At heart a didactic film (concerned as it is with laying out its competing social visions), Electra drives its point home with an unfortunate degree of regularity: killing the lawful ruler (Agamemnon) is bad, willfully forgetting about it is bad, subjecting the people to tyrannical rule is bad, and (if you’re the “people”) rolling over and accepting the state of affairs is, well, bad. How many different ways can the protagonist say, “I, Electra, will not forget”? Okay, point taken. It doesn’t help that the dialogue is delivered in a sometimes mechanical fashion. Maybe the point is to problematize viewers’ reactions, a kind of Brechtian gesture towards deconstructing the “naturalistic” tendencies of film.

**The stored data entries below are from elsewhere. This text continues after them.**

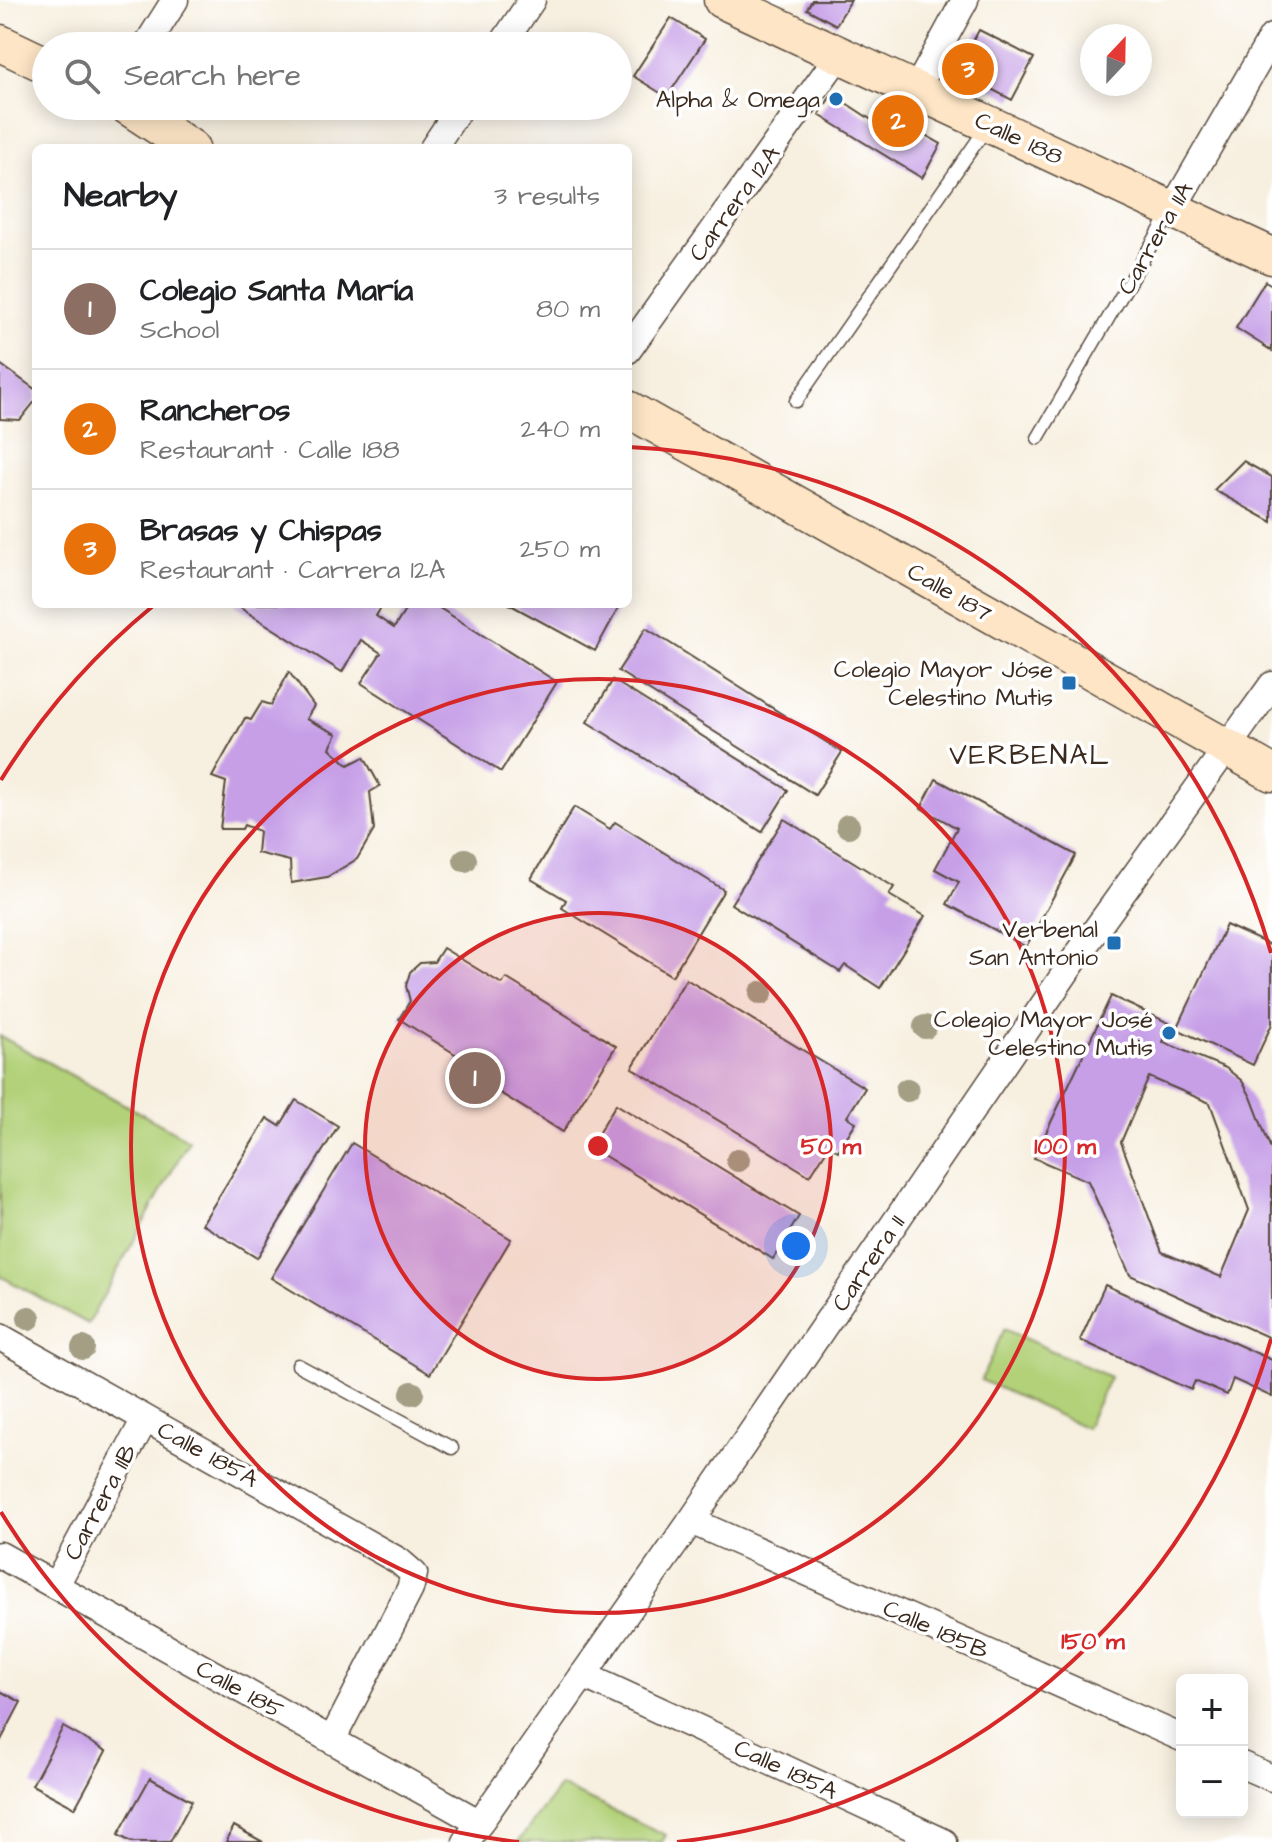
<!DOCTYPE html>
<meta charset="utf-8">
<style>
body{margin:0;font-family:"Architects Daughter",sans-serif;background:#f2f2f2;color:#202124}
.controls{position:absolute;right:24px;bottom:24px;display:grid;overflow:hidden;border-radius:12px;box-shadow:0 4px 20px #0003}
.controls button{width:72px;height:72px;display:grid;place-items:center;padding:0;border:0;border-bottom:2px solid #e0e0e0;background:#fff;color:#202124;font:40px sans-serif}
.compass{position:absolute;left:1080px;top:24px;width:72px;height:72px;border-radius:50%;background:#fff;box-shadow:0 4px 20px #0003;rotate:22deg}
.you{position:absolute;left:796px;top:1246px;width:28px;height:28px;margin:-20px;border:6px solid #fff;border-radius:50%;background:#1a73e8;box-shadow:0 0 0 12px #1a73e833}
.badge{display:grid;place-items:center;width:52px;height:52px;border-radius:50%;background:#db2777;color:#fff;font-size:26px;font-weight:700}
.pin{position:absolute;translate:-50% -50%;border:4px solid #fff;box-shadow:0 2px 8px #0006}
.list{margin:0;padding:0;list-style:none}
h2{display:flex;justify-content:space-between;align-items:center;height:104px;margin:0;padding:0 32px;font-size:34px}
h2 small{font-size:26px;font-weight:400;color:#757577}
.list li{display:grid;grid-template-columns:52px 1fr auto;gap:24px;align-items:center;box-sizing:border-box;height:120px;padding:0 32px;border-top:2px solid #e0e0e0}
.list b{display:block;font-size:30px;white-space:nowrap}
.list p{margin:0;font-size:26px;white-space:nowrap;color:#757577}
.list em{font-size:26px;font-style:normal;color:#757577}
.icon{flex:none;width:44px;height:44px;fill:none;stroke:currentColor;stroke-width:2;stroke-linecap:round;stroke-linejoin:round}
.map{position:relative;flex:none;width:1272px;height:1842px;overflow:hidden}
.search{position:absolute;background:#fff;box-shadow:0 4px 20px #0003;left:32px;top:32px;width:600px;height:88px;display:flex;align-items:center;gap:20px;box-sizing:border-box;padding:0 28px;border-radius:44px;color:#757577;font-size:30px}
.panel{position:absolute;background:#fff;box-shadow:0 4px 20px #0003;left:32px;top:144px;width:600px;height:464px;border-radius:12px}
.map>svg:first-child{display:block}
</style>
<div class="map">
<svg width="1272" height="1842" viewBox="0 0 1272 1842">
<rect width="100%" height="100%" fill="#fff"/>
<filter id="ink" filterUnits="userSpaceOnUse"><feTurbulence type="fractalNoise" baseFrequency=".0125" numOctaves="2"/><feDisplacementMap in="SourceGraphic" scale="16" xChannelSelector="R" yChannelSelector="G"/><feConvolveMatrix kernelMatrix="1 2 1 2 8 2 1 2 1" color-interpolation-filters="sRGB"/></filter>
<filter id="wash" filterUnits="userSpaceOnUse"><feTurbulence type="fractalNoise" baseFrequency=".006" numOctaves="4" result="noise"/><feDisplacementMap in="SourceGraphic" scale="32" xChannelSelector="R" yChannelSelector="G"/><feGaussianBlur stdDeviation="1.8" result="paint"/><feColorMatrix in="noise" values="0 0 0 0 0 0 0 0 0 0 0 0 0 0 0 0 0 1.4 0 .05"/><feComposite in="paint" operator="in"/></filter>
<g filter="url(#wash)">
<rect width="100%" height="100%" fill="#f7efdf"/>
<g fill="#b2d179" stroke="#767e4c" stroke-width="2">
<polygon points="0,1036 189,1140 88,1324 0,1276"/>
<polygon points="1004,1329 1110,1377 1086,1428 981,1380"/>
<polygon points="560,1786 666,1835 662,1842 518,1842"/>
</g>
<g id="blocks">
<g fill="#c69fe7" fill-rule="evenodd">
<polygon points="812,0 851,0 836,25 807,9"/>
<polygon points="671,18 705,39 667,97 633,76"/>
<polygon points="979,30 1034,58 1012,100 957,71"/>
<polygon points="832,94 881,126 886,113 941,144 922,178 819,115"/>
<polygon points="1265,281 1272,285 1272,351 1236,328"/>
<polygon points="0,364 36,390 36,400 20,420 0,419"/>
<polygon points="1243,461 1272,477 1272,522 1214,490"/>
<polygon points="234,604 383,604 376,616 394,628 409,604 433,604 557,682 501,772 361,683 381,653 361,640 342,672"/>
<polygon points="509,604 614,604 619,607 595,651"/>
<polygon points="646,628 842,752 815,795 618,671"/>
<polygon points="289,672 314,706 306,719 337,734 330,748 348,765 364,757 380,786 370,792 374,830 357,859 327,877 291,883 290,861 257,853 259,831 244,825 242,829 220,829 226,782 212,777 245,718 251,720 262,702 271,705"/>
<polygon points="613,680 788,790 762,832 587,722"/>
<polygon points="936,779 1076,855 1026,947 947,904 959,882 935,869 957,828 921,808"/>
<polygon points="574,807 610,829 615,822 724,890 672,976 562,908 566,900 531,879"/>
<polygon points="784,819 894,887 889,895 925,916 880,988 845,965 840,972 731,904"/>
<polygon points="1226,925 1272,946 1272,1024 1253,1065 1177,1029"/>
<polygon points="443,948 502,984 506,978 616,1046 563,1132 455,1065 460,1057 399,1019 410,1001 406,986 410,972 420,963 434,962"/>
<polygon points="686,979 865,1088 847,1117 856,1122 838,1151 829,1146 810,1176 632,1068"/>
<path d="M 1111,996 L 1171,1024 L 1163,1042 L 1226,1068 L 1242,1081 L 1251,1097 L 1272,1152 L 1272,1339 L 1130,1275 L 1088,1181 L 1034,1158 ZM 1149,1077 L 1210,1103 L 1249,1210 L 1221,1277 L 1162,1252 L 1121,1142 Z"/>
<polygon points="296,1100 338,1126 257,1258 202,1224 267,1118 280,1126"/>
<polygon points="616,1104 799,1216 773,1259 590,1147"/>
<polygon points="352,1143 511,1239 430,1374 271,1278"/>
<polygon points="1105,1285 1272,1360 1272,1397 1233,1379 1227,1395 1195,1381 1191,1390 1080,1340"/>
<polygon points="0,1691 21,1702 0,1742"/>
<polygon points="63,1727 106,1751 75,1808 32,1785"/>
<polygon points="150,1778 192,1801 170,1842 131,1842 118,1835"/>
<polygon points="234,1826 263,1842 226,1842"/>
</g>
</g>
</g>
<g filter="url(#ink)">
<use href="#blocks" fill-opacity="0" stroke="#57483b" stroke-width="2"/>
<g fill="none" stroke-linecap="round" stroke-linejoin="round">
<defs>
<g id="lane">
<polyline points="796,401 987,127"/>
<polyline points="1038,438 1170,213"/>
<polyline points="298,1365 452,1448"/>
</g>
<g id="street">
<polyline points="146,46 175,0"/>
<polyline points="501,46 532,0"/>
<polyline points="916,90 965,0"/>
<polyline points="433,148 461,106"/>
<polyline points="1172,210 1272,37"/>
<polyline points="628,350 839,55"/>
<polyline points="0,1337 399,1561 414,1574 410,1589 332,1740"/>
<polyline points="691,1521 1182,1738"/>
<polyline points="0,1555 480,1823"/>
<polyline points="56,1585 145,1419"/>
<polyline points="583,1675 944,1842"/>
<polyline points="1242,1765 1272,1778"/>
<polyline points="466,1842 691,1521 1077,956 1272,685"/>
</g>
<g id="secondary">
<polyline points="722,0 1272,256"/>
<polyline points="0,43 46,65"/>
<polyline points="127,106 191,148"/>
<polyline points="628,409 1272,773"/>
</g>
</defs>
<use href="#lane" stroke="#57483b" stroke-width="15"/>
<use href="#street" stroke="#57483b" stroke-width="29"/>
<use href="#secondary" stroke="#57483b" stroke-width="39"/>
<use href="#lane" stroke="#fff" stroke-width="12"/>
<use href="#street" stroke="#fff" stroke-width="26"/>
<use href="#secondary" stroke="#fde5c5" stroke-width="36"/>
</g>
<g fill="#a39e84">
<circle cx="848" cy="826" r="12"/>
<circle cx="465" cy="860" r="12"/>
<circle cx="761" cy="993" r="12"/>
<circle cx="925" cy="1027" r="12"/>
<circle cx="907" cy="1090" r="12"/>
<circle cx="738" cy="1160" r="12"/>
<circle cx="29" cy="1318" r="12"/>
<circle cx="83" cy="1348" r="12"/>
<circle cx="412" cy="1393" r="12"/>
</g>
</g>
<circle cx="598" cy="1146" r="233" fill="#d62828" fill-opacity=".12"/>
<g fill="none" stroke="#d62828" stroke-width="4">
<circle cx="598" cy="1146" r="233"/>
<circle cx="598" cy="1146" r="467"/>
<path d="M1271 1339A700 700 0 0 1 677 1842M519 1842A700 700 0 0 1 1 1512M1 780A700 700 0 0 1 153 606M629 447A700 700 0 0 1 1271 953"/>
</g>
<g fill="#1f6fb2" stroke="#fff" stroke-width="3">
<circle cx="836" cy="99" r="8"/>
<rect x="1061" y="675" width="16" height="16" rx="4"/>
<rect x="1106" y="935" width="16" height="16" rx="4"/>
<circle cx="1169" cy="1033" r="8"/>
</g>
<g text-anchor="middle" stroke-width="7" stroke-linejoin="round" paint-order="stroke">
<g font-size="24" fill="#3b2a1e" stroke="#fff" text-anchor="end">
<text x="820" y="107">Alpha &amp; Omega</text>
<text x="1053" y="677">Colegio Mayor Jóse<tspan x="1053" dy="28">Celestino Mutis</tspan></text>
<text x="1098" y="937">Verbenal<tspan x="1098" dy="28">San Antonio</tspan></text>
<text x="1153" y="1027">Colegio Mayor José<tspan x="1153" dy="28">Celestino Mutis</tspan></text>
</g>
<g font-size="24" fill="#3b2a1e" stroke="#fff">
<text transform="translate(1019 138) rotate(25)" y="8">Calle 188</text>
<text transform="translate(734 203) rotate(-54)" y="8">Carrera 12A</text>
<text transform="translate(1155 238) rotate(-60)" y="8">Carrera 11A</text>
<text transform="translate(950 592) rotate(30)" y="8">Calle 187</text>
<text transform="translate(868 1263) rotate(-56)" y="8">Carrera 11</text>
<text transform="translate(208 1454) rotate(29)" y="8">Calle 185A</text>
<text transform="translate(100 1502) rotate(-62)" y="8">Carrera 11B</text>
<text transform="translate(936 1629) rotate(24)" y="8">Calle 185B</text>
<text transform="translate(240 1689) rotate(29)" y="8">Calle 185</text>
<text transform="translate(786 1769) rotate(25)" y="8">Calle 185A</text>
</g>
<g font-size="28" letter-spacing="2" fill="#3b2a1e" stroke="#fff">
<text x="1030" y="764">VERBENAL</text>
</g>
</g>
<circle cx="598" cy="1146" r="12" fill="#d62828" stroke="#fff" stroke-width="4"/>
<g font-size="24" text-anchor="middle" font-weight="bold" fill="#d62828" stroke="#fff" stroke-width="7" stroke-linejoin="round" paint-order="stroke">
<text x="831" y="1154">50 m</text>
<text x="1065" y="1154">100 m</text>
<text x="1093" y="1649">150 m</text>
</g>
</svg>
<div class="controls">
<button>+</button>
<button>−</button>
</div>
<svg class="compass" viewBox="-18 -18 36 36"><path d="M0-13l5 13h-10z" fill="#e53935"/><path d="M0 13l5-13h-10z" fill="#757577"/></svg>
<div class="you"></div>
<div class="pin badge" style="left:475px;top:1078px;background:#8d6e63">1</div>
<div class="pin badge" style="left:898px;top:121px;background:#e8710a">2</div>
<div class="pin badge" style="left:968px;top:69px;background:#e8710a">3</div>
<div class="search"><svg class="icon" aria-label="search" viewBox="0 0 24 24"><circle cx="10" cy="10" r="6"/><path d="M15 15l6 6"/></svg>Search here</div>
<section class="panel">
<h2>Nearby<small>3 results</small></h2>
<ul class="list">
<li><span class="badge" style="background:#8d6e63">1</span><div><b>Colegio Santa María</b><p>School</p></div><em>80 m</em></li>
<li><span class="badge" style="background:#e8710a">2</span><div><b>Rancheros</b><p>Restaurant · Calle 188</p></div><em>240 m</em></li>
<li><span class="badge" style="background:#e8710a">3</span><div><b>Brasas y Chispas</b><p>Restaurant · Carrera 12A</p></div><em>250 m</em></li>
</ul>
</section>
</div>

But this pay-off in self-reflexivity, if that’s what it is, just becomes annoying after about 30 minutes. Luckily, Jancsó manages to bring a bit of formal flair to the didactic regime. Considering it’s emotional subject matter (murder, tyranny, revenge, etc.) Electra is pleasantly reserved on the technical front. Jancsó used a meager 12 long-sequences in Electra, a decision that could have been disastrous (as in, turgid, slow, ponderous) if executed poorly. Jancsó camera-work is nimble, however, composed of fluid tracking shots and movements from long-shot to close-up and back again. It has an organic feel to it that’s in stark contrast to the acting style and delivery noted above.
Things get a bit mysterious and symbol-laden in the latter quarter of the film. Without giving away the ending, suffice it to say that it involves a red helicopter and revolvers, which is a bit strange given that until that point the film was happy enough to unfold in a pre-industrial age landscape of horses, knives and spears. Whatever inspired Jancsó to tack this sequence onto the end, the effect is to explode the film’s narrative trajectory, violently pulling the audience out of what was a gentle downswing towards a logical and traditional cinematic closure.
The sequence is a bit ridiculous and poetic at the same time, replete with a voiceover narrative extolling the virtues of perpetual revolution that would give even the most bureaucratic party apparatchik a bit of a rise. It’s a mix of (apparently) real reverence and over-the-top slapstick that’s contradictory to say the least, and not exactly palatable.
And perhaps that’s Jancsó‘s point. The film was directed and released in Hungary at a time when the Soviet Union, and the Soviet bloc in general, were in an imminent state of collapse. Contradiction was the order of the day - not least of which was the contradiction between the utopian party rhetoric and the realities of a repressive state system. One can imagine today that Electra‘s conclusion held a certain self-reflective relevance for the Hungarian audiences at the time.